I look at them and they are horrified. Then they look at me with blame.

“Fuck you.” I snarl it out, blocking the door to the bedroom so they can’t get to Irina. Daring them to take one more step. “Fuck all of you.”

Then I slam the doors closed and lock them out.

I go over to screaming Irina, pick her up in my arms, take her into the bathroom, and lock that door too.

I need space. We need space. I want all of those fuckin’ people in my living room to disappear, but I can’t let go of Irina and I don’t want to leave her in here alone while I kick them out.
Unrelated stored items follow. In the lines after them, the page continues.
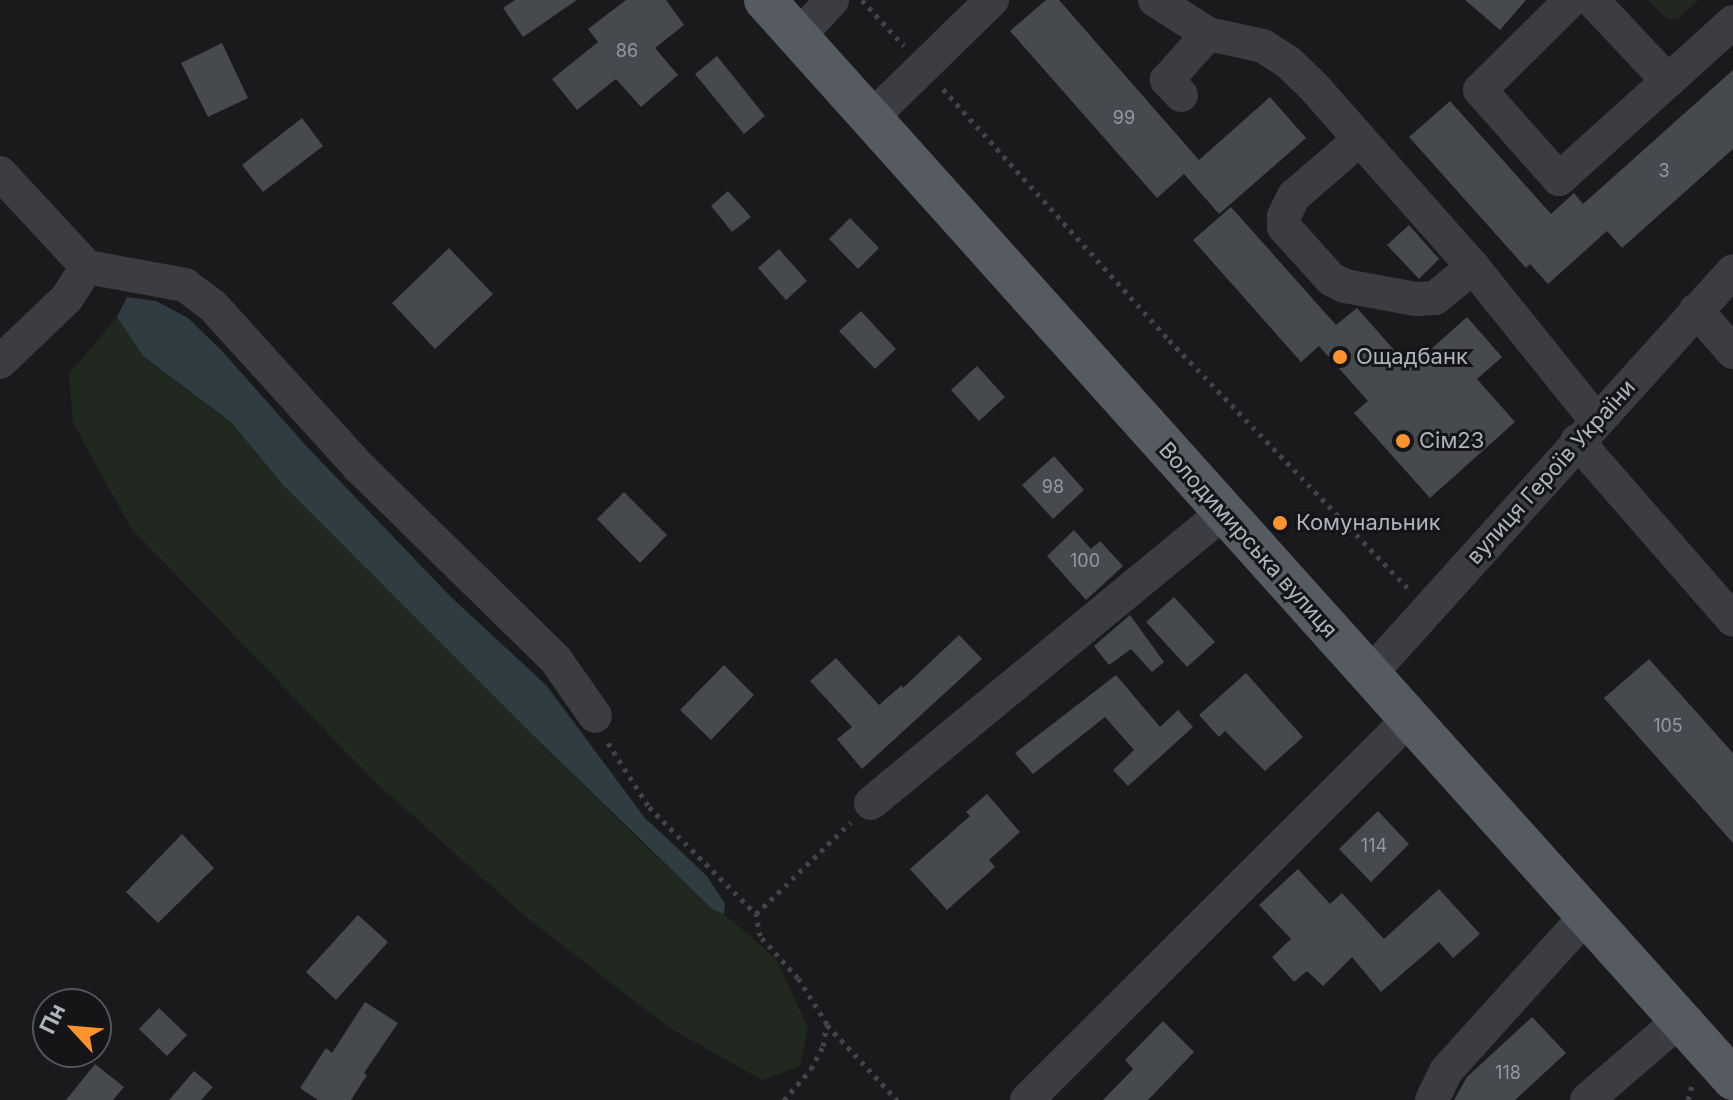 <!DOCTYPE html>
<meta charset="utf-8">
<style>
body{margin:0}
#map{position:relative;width:1733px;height:1100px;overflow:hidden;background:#1a1a1d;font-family:Inter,sans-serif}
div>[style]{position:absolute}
.green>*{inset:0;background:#20281f}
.water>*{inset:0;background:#2f3d42}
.building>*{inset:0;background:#46494d}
.path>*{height:5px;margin-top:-2.5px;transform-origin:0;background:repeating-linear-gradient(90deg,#414449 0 4px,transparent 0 10px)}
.minor>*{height:34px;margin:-17px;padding:0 17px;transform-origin:17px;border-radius:17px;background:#3b3d42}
.major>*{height:42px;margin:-21px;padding:0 21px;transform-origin:21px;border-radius:21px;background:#565b61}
.dots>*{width:22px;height:22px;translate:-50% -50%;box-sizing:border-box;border:4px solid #151518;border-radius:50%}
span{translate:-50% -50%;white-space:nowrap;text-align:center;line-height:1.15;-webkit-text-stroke:6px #151518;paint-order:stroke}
.number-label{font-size:18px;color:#9299a1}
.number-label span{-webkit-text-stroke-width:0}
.poi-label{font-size:22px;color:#acb4bd}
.left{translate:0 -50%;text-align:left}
.street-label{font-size:22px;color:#acb4bd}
.north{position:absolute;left:32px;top:988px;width:80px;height:80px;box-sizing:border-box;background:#151518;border:2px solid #51555a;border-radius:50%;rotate:296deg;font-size:22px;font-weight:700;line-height:32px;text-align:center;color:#acb4bd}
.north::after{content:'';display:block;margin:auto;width:28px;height:36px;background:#fd9231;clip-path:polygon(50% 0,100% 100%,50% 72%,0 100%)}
</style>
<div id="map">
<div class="green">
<i style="clip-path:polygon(1648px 0,1699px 0,1677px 19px,1667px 19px)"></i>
<i style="clip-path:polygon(117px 317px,143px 356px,231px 422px,283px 485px,631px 832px,712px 909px,724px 914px,776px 959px,808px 1028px,800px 1066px,762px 1080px,668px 1027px,526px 917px,373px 780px,131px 528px,73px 423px,69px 374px)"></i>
</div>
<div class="water">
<i style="clip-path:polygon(127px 297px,156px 301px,188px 318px,221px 350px,310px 450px,451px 597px,546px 685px,645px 818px,707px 876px,725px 904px,724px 914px,712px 909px,532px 734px,283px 485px,231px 422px,143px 356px,117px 317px)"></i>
</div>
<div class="building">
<i style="clip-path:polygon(515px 0,577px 0,523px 37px,503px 8px)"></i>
<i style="clip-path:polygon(626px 0,666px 0,684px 25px,655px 48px,678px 75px,641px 107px,616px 79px,577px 110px,552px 79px,598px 42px,588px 29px)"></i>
<i style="clip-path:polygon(1046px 0,1059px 0,1199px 160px,1270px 97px,1306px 138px,1219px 214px,1184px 174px,1157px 198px,1010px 31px)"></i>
<i style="clip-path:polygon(1465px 0,1526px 0,1500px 30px)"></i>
<i style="clip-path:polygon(222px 43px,248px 98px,208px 117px,181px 63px)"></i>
<i style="clip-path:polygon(717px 56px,765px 116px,744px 134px,695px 74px)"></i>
<i style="clip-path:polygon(1733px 70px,1733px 149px,1622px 248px,1607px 231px,1548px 284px,1530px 264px,1526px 268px,1409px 137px,1450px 101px,1551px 214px,1574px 193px,1583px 204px)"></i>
<i style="clip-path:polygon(302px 118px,323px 146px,263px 192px,242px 165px)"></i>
<i style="clip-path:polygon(728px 191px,751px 217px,732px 232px,711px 206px)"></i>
<i style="clip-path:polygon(1231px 207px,1336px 325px,1357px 308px,1410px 368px,1467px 317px,1502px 357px,1477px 379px,1515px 422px,1430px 498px,1354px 413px,1368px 401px,1319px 346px,1301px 362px,1193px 240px)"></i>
<i style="clip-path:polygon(850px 218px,879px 248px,858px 269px,829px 239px)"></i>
<i style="clip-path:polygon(1409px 225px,1439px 259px,1419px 279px,1387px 245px)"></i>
<i style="clip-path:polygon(449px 248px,493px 294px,435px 349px,392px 303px)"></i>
<i style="clip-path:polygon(779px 249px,807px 281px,786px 300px,758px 268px)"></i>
<i style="clip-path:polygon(861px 311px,896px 349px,875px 369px,839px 331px)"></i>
<i style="clip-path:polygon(977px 366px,1005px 397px,979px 421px,951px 390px)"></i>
<i style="clip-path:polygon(1054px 456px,1084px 490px,1053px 519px,1022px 485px)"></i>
<i style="clip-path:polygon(624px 492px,667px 535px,640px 563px,597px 519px)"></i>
<i style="clip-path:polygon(1074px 530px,1091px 549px,1100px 541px,1123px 566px,1086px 600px,1047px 556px)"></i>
<i style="clip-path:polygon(1174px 597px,1215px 642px,1187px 667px,1146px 622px)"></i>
<i style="clip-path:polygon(1130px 615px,1164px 662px,1152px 672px,1131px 649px,1109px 665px,1094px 646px)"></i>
<i style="clip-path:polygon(959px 635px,982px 659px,862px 769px,837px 739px,852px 727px,810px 681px,836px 658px,879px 705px,902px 685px,903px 688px)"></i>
<i style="clip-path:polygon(1649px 659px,1733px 753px,1733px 843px,1604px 698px)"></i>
<i style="clip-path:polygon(724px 665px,754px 695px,711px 740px,680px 710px)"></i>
<i style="clip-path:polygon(1246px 673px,1303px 737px,1265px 771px,1225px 731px,1219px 737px,1199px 715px)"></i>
<i style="clip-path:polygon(1116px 675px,1160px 727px,1178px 710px,1193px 727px,1128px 786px,1113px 770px,1134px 750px,1105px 717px,1033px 774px,1015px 753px)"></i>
<i style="clip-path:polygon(987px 794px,1020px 832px,989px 860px,995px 867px,947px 910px,910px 869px,970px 816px,966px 812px)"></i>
<i style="clip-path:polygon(1378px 811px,1409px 844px,1371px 882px,1339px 849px)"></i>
<i style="clip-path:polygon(182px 834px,214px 868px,158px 923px,126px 892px)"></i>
<i style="clip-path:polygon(1298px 869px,1330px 904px,1342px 893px,1384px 939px,1439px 889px,1480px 934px,1453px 958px,1439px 942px,1381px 992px,1352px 957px,1323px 986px,1307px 971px,1294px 982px,1272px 957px,1291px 939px,1259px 905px)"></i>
<i style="clip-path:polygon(358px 915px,388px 942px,336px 1000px,306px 972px)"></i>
<i style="clip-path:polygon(365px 1002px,398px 1023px,364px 1073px,367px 1075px,351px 1100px,318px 1100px,300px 1088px,326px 1048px,332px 1053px)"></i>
<i style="clip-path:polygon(159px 1008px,187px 1035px,167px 1056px,139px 1029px)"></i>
<i style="clip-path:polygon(1532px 1017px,1566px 1053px,1515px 1100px,1454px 1100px,1467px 1077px)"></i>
<i style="clip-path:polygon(1163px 1021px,1194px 1052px,1148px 1100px,1103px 1100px,1133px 1069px,1125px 1060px)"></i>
<i style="clip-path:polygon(95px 1064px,124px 1087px,113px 1100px,66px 1100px)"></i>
<i style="clip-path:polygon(194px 1071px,213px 1087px,201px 1100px,169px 1100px)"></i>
</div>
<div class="path">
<i style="left:862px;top:0;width:62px;rotate:47.6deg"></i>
<i style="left:943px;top:89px;width:338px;rotate:48deg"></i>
<i style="left:1169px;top:340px;width:344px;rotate:46.1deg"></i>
<i style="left:608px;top:743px;width:76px;rotate:57.4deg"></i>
<i style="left:649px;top:807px;width:151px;rotate:45deg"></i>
<i style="left:827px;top:1025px;width:103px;rotate:47deg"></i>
<i style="left:784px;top:1100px;width:41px;rotate:-48.9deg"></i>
<i style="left:811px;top:1069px;width:26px;rotate:-62deg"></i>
<i style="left:823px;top:1046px;width:22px;rotate:-80deg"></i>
<i style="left:827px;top:1024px;width:54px;rotate:-122.2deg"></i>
<i style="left:798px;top:978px;width:57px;rotate:-132.1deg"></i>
<i style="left:760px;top:936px;width:22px;rotate:-100deg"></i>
<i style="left:756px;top:914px;width:132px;rotate:-44.1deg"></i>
<i style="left:1688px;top:1100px;width:18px;rotate:-74deg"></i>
</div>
<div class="minor">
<i style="left:1155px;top:0;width:63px;rotate:32.7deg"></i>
<i style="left:1208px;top:34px;width:56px;rotate:12.3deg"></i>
<i style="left:1263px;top:46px;width:30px;rotate:33deg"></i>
<i style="left:1288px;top:62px;width:35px;rotate:44deg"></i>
<i style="left:1313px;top:86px;width:242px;rotate:48.5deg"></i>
<i style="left:1473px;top:267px;width:198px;rotate:51.2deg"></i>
<i style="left:1571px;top:0;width:128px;rotate:135.3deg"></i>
<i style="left:1480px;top:90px;width:119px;rotate:48.4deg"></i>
<i style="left:1559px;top:179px;width:147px;rotate:-42deg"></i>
<i style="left:1592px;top:0;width:111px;rotate:46.8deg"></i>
<i style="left:1668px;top:81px;width:88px;rotate:-42.2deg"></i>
<i style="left:799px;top:36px;width:49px;rotate:-47.5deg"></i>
<i style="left:1181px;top:95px;width:21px;rotate:-133deg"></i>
<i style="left:1167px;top:80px;width:62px;rotate:-48.3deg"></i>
<i style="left:872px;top:117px;width:168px;rotate:-44.3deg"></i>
<i style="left:1360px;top:139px;width:87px;rotate:139.2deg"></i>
<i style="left:1294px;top:196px;width:22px;rotate:117deg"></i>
<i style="left:1284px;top:216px;width:11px;rotate:90deg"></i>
<i style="left:1284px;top:227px;width:70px;rotate:47.9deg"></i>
<i style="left:1331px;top:279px;width:16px;rotate:27deg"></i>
<i style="left:1345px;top:286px;width:72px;rotate:10.4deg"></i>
<i style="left:1416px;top:299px;width:19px;rotate:-3deg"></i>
<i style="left:1435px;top:298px;width:49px;rotate:-39.2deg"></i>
<i style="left:0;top:173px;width:128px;rotate:47.2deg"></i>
<i style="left:87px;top:267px;width:37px;rotate:123deg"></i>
<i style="left:67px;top:298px;width:93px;rotate:136.3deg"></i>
<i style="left:87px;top:267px;width:100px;rotate:10.4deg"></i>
<i style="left:185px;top:285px;width:35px;rotate:37deg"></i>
<i style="left:213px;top:306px;width:216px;rotate:47.8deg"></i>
<i style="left:358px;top:466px;width:277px;rotate:44.4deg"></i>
<i style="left:556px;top:660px;width:68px;rotate:55.1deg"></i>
<i style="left:1696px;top:310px;width:56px;rotate:48.6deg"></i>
<i style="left:1577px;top:441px;width:237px;rotate:48.9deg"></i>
<i style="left:1370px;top:674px;width:542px;rotate:-47.99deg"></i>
<i style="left:871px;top:803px;width:455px;rotate:-39.5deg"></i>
<i style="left:1027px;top:1100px;width:541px;rotate:-44.93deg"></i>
<i style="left:1432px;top:1100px;width:32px;rotate:-64deg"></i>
<i style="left:1446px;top:1071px;width:209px;rotate:-47.9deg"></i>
<i style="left:1587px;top:1100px;width:121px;rotate:-40.7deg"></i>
</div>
<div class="major">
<i style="left:765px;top:0;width:1450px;rotate:48.1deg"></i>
</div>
<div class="dots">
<i style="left:1340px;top:357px;background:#fd9231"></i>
<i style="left:1403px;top:441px;background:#fd9231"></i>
<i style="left:1280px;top:523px;background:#fd9231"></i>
</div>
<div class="number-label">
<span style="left:627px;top:51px">86</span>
<span style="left:1124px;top:118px">99</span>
<span style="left:1664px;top:171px">3</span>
<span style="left:1053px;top:487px">98</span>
<span style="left:1085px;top:561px">100</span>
<span style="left:1668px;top:726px">105</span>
<span style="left:1374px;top:846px">114</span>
<span style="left:1508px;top:1073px">118</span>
</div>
<div class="poi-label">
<span class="left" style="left:1356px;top:357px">Ощадбанк</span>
<span class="left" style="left:1419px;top:441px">Сім23</span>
<span class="left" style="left:1296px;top:523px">Комунальник</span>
</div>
<div class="street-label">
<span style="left:1551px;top:472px;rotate:-48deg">вулиця Героїв України</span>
<span style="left:1248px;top:540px;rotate:48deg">Володимирська вулиця</span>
</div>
<div class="north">Пн</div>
</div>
So I just step into the giant bathtub, holding the poor, sobbing girl against me, and sit down so she can scream into my chest.

She does this for a little bit, but my embrace seems to calm her. So after about a minute or so, the screams stop and she’s just doing her best to breathe.

“It’s OK.” I pet her hair. “It’s OK.”

But we both know it’s not.

Not of this is OK. Nothing about this life is OK. The world is fucked up. And there’s nothing we can do about it.

“I want to kill them.” She sobs these words out. “I want to kill them all.”

Last time she said this I didn’t really believe her. But I do now. “I know, Irina. Trust me, I know.”

She sits up a little, sniffling, looking me in the eyes. “But you did kill him. You did.”

She’s talkin’ about my da.

“You killed him and…” Her eyes are searching mine. She wipes her nose. “And…”

There is no ‘and’ here. I shake my head at her. There’s no ‘and.’

Nothing comes after killing your father for killing your brothers and selling you to traffickers. There’s nothing after that. And she has to know this. She knows this.

“I don’t care, Eason. I don’t fucking care if they kill me trying. I. Want. Them. Dead.”

“It’s a sick hate, Irina. Nothing good will come from it.”

“I don’t care!” She screams this. And then she’s sobbing all over again. “I don’t care! I don’t fucking care! They made me choke him, Eason! They made me choke that little boy so I could live. Fuck them! Fuck! Them!”